While we realize neither Canada nor the Bow Valley have snapped out of the economic downturn as quickly as some had hoped, municipal governments may have to stray away from a policy of rigidly holding the line when it comes to tax increases.
While no Valley resident would voluntarily take on increased property taxes, there is some risk in allowing trained, professional staffers to be pushed out of the area due to budget cuts.
In back-to-back weeks now, RMO has reported on Banff planning positions being cut – first that of Heritage planner Claire Wilkinson (contract position), and now long-time recreation planner Sue Webb.
Not only will Banff likely lose these people entirely, which is a loss to the community, the departments they have served may take some time to recover. If personnel are cut, in all likelihood the slack will have to be picked up by others on staff – possibly leading to increased overtime or burnout. If increased overtime is required to make up for a staffer’s leaving, where is the saving?
Yes, at first glance, some tens of thousands of dollars will be saved, but as it is unlikely that Banff’s heritage or recreation interests are going to wane, even into buildout, whenever that happens, the departments will likely suffer.
Being that Banff’s planning department has been promoting development of smaller properties and suites as the answer to affordable housing issues, planning will continue to be important.
And if, as some have expressed concerns over, Banff’s heritage corporation is negatively affected, where will that leave the promotion, preservation, protection, enhancement and management of Banff’s heritage resources?

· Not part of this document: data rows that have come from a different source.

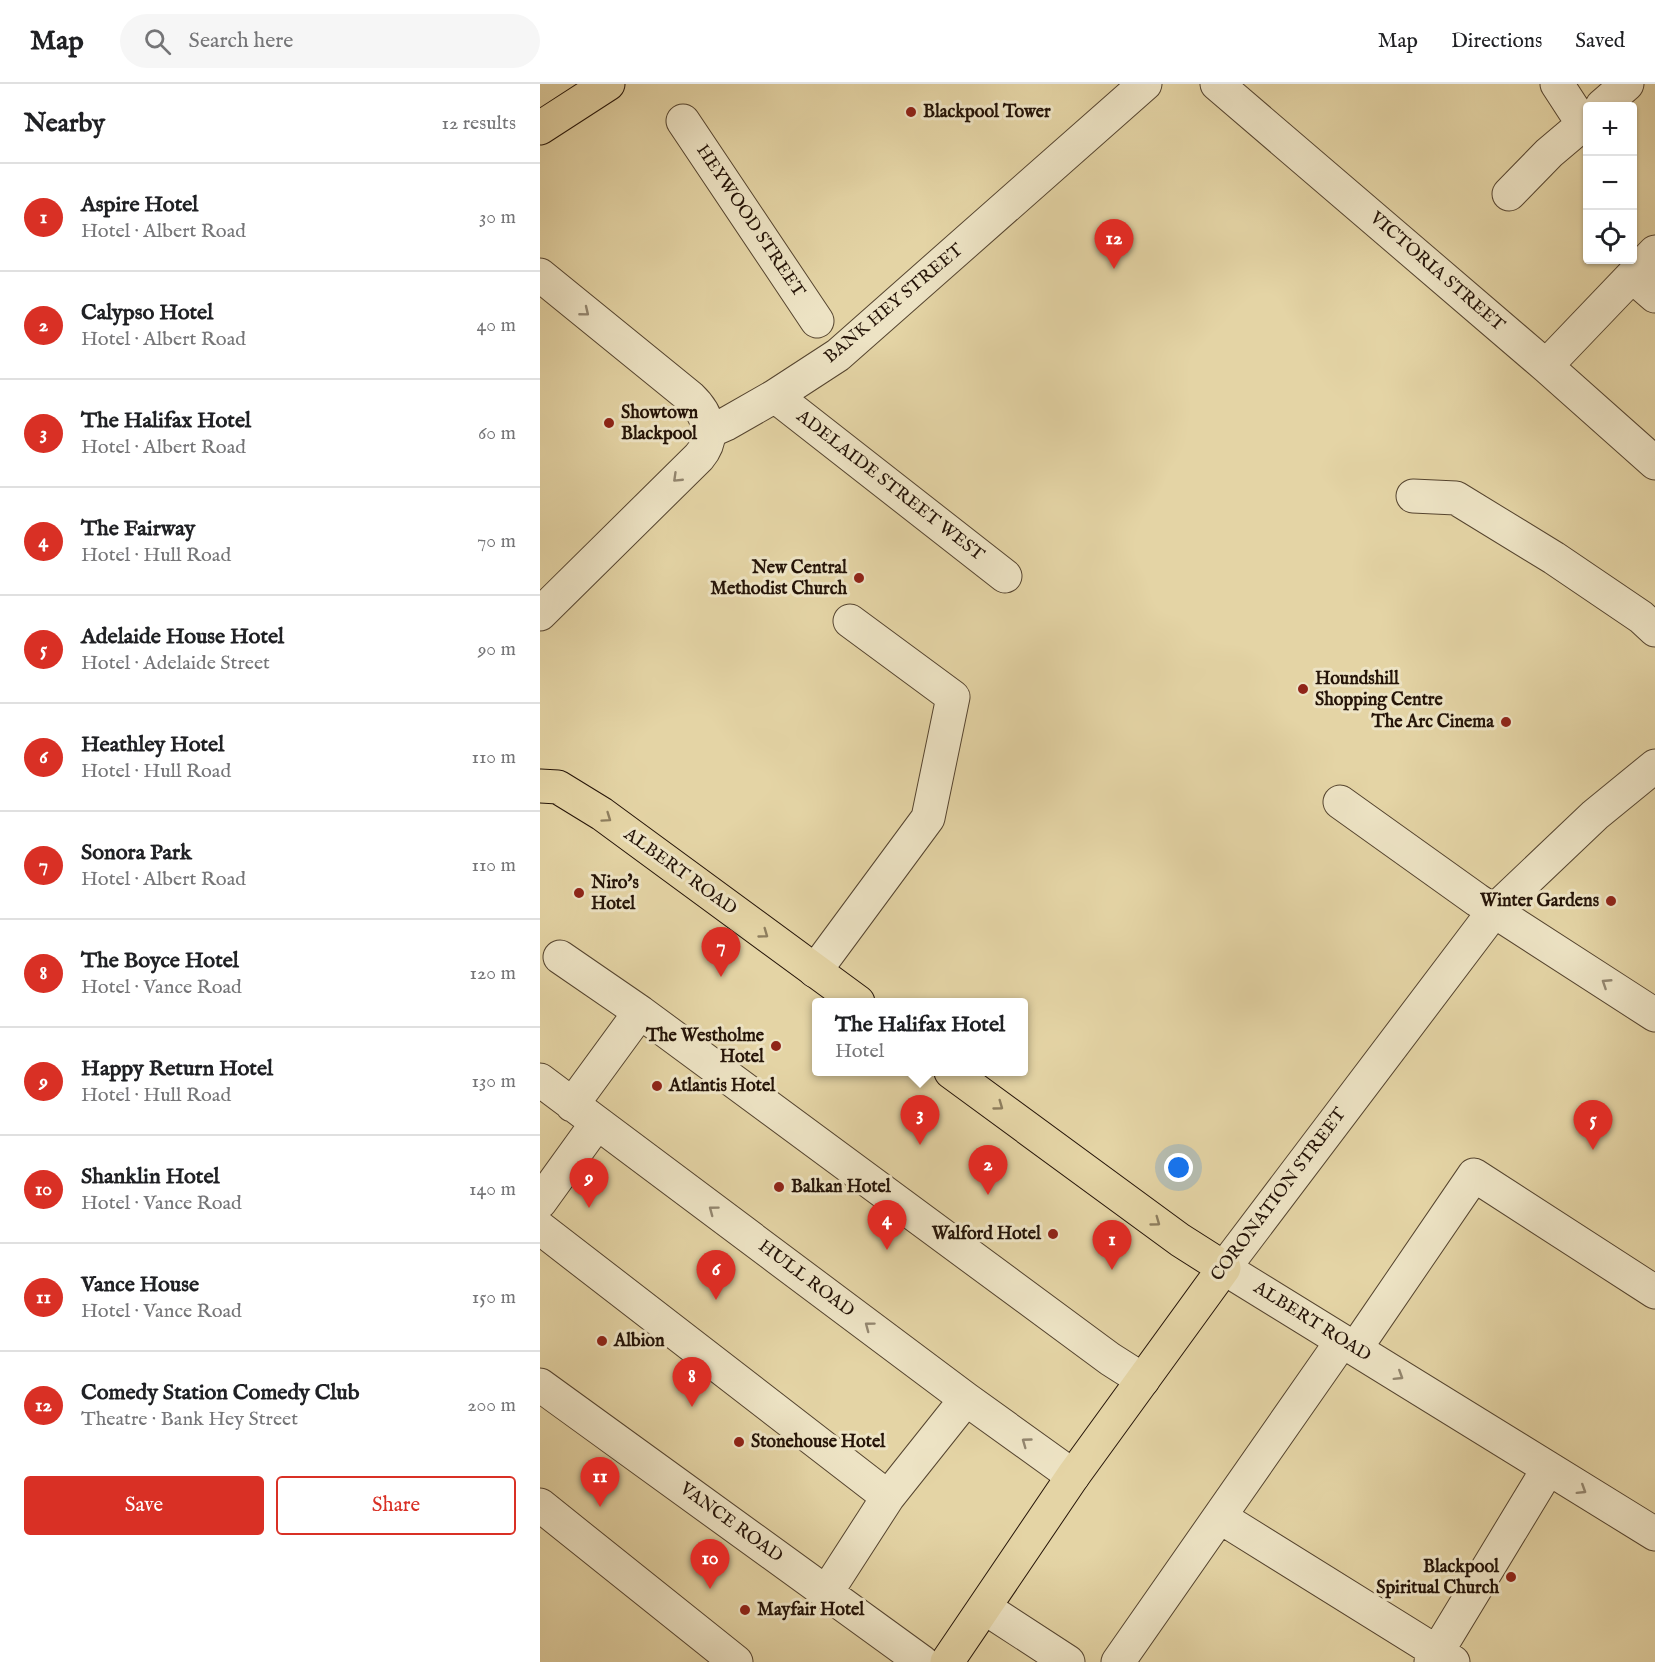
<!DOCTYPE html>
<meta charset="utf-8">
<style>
:root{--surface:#fff;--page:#f6f6f6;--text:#202124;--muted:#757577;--line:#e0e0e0;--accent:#d93025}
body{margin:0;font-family:"IM FELL English",serif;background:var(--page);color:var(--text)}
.controls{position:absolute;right:18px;top:18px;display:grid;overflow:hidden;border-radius:6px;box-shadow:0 2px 4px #0004}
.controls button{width:54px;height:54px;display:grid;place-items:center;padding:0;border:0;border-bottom:2px solid var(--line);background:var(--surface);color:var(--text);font:30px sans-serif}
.you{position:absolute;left:639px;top:1084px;width:21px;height:21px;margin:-15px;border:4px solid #fff;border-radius:50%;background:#1a73e8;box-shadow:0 0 0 9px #1a73e833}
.badge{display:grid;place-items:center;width:39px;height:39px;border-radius:50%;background:var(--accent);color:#fff;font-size:20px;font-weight:700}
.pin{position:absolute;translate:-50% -50px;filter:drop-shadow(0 2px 3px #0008)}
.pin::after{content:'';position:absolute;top:32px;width:21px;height:18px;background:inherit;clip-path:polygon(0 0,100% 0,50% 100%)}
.popup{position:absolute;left:272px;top:914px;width:216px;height:78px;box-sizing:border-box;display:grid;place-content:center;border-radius:6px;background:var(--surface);filter:drop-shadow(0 2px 4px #0005);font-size:20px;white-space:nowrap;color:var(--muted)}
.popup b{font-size:22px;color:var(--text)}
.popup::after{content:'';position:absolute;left:50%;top:100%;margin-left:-12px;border:12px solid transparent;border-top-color:var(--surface)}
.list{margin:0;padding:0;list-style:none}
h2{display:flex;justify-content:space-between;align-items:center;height:78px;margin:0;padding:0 24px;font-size:26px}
h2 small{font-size:20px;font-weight:400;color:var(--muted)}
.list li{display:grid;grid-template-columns:39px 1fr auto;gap:18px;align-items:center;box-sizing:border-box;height:108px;padding:0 24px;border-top:2px solid var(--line)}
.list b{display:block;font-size:22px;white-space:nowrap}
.list p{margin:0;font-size:20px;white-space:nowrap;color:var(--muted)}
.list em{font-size:20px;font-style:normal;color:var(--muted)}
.actions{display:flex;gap:12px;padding:18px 24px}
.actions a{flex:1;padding:14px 0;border:2px solid var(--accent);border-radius:6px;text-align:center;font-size:21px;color:var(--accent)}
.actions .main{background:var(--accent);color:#fff}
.icon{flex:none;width:33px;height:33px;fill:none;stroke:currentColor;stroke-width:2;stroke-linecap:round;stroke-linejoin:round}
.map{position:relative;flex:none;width:1115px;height:1578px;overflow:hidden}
header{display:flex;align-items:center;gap:36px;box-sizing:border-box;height:84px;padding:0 30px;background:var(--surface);border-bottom:2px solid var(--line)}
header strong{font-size:28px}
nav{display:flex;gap:33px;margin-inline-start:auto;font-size:21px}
.search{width:420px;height:54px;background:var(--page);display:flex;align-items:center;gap:15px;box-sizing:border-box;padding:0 21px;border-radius:33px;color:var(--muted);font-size:22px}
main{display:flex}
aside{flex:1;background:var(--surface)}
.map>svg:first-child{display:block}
</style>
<header>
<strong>Map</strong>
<div class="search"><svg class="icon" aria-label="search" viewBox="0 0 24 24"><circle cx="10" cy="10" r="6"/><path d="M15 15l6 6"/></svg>Search here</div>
<nav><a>Map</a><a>Directions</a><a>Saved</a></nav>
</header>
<main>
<aside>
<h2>Nearby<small>12 results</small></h2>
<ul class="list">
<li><span class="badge">1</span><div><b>Aspire Hotel</b><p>Hotel · Albert Road</p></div><em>30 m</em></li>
<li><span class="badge">2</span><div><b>Calypso Hotel</b><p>Hotel · Albert Road</p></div><em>40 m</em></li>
<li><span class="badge">3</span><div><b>The Halifax Hotel</b><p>Hotel · Albert Road</p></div><em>60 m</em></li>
<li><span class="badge">4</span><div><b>The Fairway</b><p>Hotel · Hull Road</p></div><em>70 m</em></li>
<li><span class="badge">5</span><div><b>Adelaide House Hotel</b><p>Hotel · Adelaide Street</p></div><em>90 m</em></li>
<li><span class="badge">6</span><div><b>Heathley Hotel</b><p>Hotel · Hull Road</p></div><em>110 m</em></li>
<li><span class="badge">7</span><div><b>Sonora Park</b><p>Hotel · Albert Road</p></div><em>110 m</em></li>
<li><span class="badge">8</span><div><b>The Boyce Hotel</b><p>Hotel · Vance Road</p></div><em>120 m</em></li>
<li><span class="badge">9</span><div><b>Happy Return Hotel</b><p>Hotel · Hull Road</p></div><em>130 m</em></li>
<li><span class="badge">10</span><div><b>Shanklin Hotel</b><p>Hotel · Vance Road</p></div><em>140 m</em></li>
<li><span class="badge">11</span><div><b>Vance House</b><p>Hotel · Vance Road</p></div><em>150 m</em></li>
<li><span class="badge">12</span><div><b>Comedy Station Comedy Club</b><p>Theatre · Bank Hey Street</p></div><em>200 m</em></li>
</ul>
<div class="actions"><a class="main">Save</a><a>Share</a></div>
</aside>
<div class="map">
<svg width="1115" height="1578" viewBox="0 0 1115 1578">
<rect width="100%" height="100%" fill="#e4d4a5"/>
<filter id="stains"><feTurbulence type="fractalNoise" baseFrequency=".00333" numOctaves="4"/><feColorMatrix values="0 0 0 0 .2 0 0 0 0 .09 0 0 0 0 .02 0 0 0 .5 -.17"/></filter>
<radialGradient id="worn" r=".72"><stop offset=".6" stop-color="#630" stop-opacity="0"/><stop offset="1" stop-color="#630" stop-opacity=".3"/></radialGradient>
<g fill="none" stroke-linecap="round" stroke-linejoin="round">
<defs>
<path id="minor" d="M677,0l329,282 109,97
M1017,0l26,40
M1062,22l25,-22
M143,37l134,200
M969,110l40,-41 39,-33
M0,191l150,122c18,17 26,40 9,60l-159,157
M1092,192l23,20
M1006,282l109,-114
M235,312l230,180
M168,348l18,-8 49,-28 63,-41 307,-271
M873,412l43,2 98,60 87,59 14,13
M1115,682l-60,49 -101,96 -270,357 431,266
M800,718l137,98 178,115
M20,873l80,55 470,347 33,21
M275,887l113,-153 25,-121 -103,-76
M0,996l426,319 107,77
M32,1021l68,-93
M0,1118l57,-79
M0,1144l348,269
M815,1265l119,-174 181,117
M0,1301l382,277
M0,1421l196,157
M680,1433l233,145
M286,1509l62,-96 78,-98
M445,1524l83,54
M578,1578l224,-321
M891,1578l117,-193"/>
<path id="major" d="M0,44l68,-44
M0,702l18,1 44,27 256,188
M407,1578l126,-186 151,-208 -44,-28 -229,-168"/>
</defs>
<!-- minor casing -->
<use href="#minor" stroke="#55442f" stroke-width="35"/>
<!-- major casing -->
<use href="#major" stroke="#251408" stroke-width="35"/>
<!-- minor -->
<use href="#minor" stroke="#ede3c4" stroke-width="33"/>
<!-- major -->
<use href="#major" stroke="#e4d4a5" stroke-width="33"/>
</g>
<!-- one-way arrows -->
<defs><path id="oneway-chevron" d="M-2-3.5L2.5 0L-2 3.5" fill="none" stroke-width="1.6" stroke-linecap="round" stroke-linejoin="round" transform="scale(1.5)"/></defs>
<g stroke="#93866f">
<use href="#oneway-chevron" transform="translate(45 228) rotate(39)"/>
<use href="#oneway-chevron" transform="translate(137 394) rotate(136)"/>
<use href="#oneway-chevron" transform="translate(1066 899) rotate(-147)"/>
<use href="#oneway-chevron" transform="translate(173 1126) rotate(-143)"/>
<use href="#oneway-chevron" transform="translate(329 1242) rotate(-143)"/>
<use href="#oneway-chevron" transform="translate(859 1292) rotate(32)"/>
<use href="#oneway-chevron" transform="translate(486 1358) rotate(-144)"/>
<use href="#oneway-chevron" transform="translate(1042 1406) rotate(32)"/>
</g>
<g stroke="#8e7e5e">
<use href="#oneway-chevron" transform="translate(67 734) rotate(35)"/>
<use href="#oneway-chevron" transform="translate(224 850) rotate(36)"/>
<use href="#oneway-chevron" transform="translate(459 1022) rotate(36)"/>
<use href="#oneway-chevron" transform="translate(616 1138) rotate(36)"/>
</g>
<!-- markers -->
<g fill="#8f2418" stroke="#ede3c4" stroke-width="2">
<circle cx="371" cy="28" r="6"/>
<circle cx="69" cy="339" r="6"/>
<circle cx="319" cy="494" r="6"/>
<circle cx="763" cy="605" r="6"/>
<circle cx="966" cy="638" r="6"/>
<circle cx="39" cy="809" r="6"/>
<circle cx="1071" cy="817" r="6"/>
<circle cx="236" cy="962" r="6"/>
<circle cx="117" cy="1002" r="6"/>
<circle cx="239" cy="1103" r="6"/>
<circle cx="513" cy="1150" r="6"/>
<circle cx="62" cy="1257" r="6"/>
<circle cx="199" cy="1358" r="6"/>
<circle cx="971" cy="1493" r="6"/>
<circle cx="205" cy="1526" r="6"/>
</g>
<g text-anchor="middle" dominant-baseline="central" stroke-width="6" stroke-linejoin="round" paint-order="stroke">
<!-- poi labels -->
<g font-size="18" font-weight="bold" fill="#251408" stroke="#ede3c4" text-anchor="start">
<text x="383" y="28">Blackpool Tower</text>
<text x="81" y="329">Showtown<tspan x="81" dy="21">Blackpool</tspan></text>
<text x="307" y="484" text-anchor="end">New Central<tspan x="307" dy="21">Methodist Church</tspan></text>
<text x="775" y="595">Houndshill<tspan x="775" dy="21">Shopping Centre</tspan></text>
<text x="954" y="638" text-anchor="end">The Arc Cinema</text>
<text x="51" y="799">Niro's<tspan x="51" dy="21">Hotel</tspan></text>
<text x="1059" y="817" text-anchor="end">Winter Gardens</text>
<text x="224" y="952" text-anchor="end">The Westholme<tspan x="224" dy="21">Hotel</tspan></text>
<text x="129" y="1002">Atlantis Hotel</text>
<text x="251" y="1103">Balkan Hotel</text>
<text x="501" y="1150" text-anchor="end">Walford Hotel</text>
<text x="74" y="1257">Albion</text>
<text x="211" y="1358">Stonehouse Hotel</text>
<text x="959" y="1483" text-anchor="end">Blackpool<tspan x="959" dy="21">Spiritual Church</tspan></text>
<text x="217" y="1526">Mayfair Hotel</text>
</g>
<!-- street labels -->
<g font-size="18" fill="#251408" stroke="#ede3c4">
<text transform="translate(210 137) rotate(56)">HEYWOOD STREET</text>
<text transform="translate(897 188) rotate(41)">VICTORIA STREET</text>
<text transform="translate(354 220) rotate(-40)">BANK HEY STREET</text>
<text transform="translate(350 402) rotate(38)">ADELAIDE STREET WEST</text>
<text transform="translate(140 788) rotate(36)">ALBERT ROAD</text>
<text transform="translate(739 1111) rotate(-53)">CORONATION STREET</text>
<text transform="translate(266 1195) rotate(37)">HULL ROAD</text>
<text transform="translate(772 1238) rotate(32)">ALBERT ROAD</text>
<text transform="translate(191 1439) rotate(36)">VANCE ROAD</text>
</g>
</g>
<rect width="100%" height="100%" filter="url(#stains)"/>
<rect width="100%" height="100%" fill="url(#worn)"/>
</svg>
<div class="controls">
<button>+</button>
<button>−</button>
<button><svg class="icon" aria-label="locate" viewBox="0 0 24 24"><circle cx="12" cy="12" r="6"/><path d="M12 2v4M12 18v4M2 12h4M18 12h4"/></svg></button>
</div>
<div class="you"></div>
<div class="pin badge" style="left:572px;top:1186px">1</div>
<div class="pin badge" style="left:448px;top:1111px">2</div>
<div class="pin badge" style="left:380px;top:1061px">3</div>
<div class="popup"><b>The Halifax Hotel</b>Hotel</div>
<div class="pin badge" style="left:347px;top:1166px">4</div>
<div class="pin badge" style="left:1053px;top:1066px">5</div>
<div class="pin badge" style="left:176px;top:1216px">6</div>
<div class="pin badge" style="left:181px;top:893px">7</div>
<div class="pin badge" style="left:152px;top:1323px">8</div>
<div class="pin badge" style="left:49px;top:1124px">9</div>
<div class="pin badge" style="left:170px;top:1505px">10</div>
<div class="pin badge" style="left:60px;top:1423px">11</div>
<div class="pin badge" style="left:574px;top:185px">12</div>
</div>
</main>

Banffites are rightly proud of their history and when you see lineups to enter heritage properties as part of Doors Open Banff, you realize the national park’s history is important to many others.
Requirements for planners may decline as buildout approaches, but that time is not now.
As to the recreation planner’s job being axed, if Banff wants to continue billing itself as a tourist destination that offers everything; part of the everything is the town’s recreation facilities, including trails and open spaces.
As former Mayor John Stutz used to pitch to any provincial or federal ear available… Banff is a small town which over a calendar year provides services to millions. Those services include recreation facilities, including the tragically designed “Black Death” cinder track which surrounds the Rec Grounds soccer/rugby pitch which is scheduled for upgrades.
Meanwhile in Canmore, council realized at the last minute broad cuts of $1 million in the operational budget meant the mayor would be paying for part of his job out of his own pocket.
After putting $10,000 back in their own budget, one can only wonder if there are any other places the cuts went too deep.
That brings us to the $200,000 from salaries, wages and benefits on top of $260,000 already pruned away by administration.
Without specific direction, where these cuts come from and how they may or may not affect service levels or department workloads is speculation until the details come back to council as information.
At some point, if a hardline approach to tax increases isn’t eased up, no services will be provided because they will become cost-prohibitive.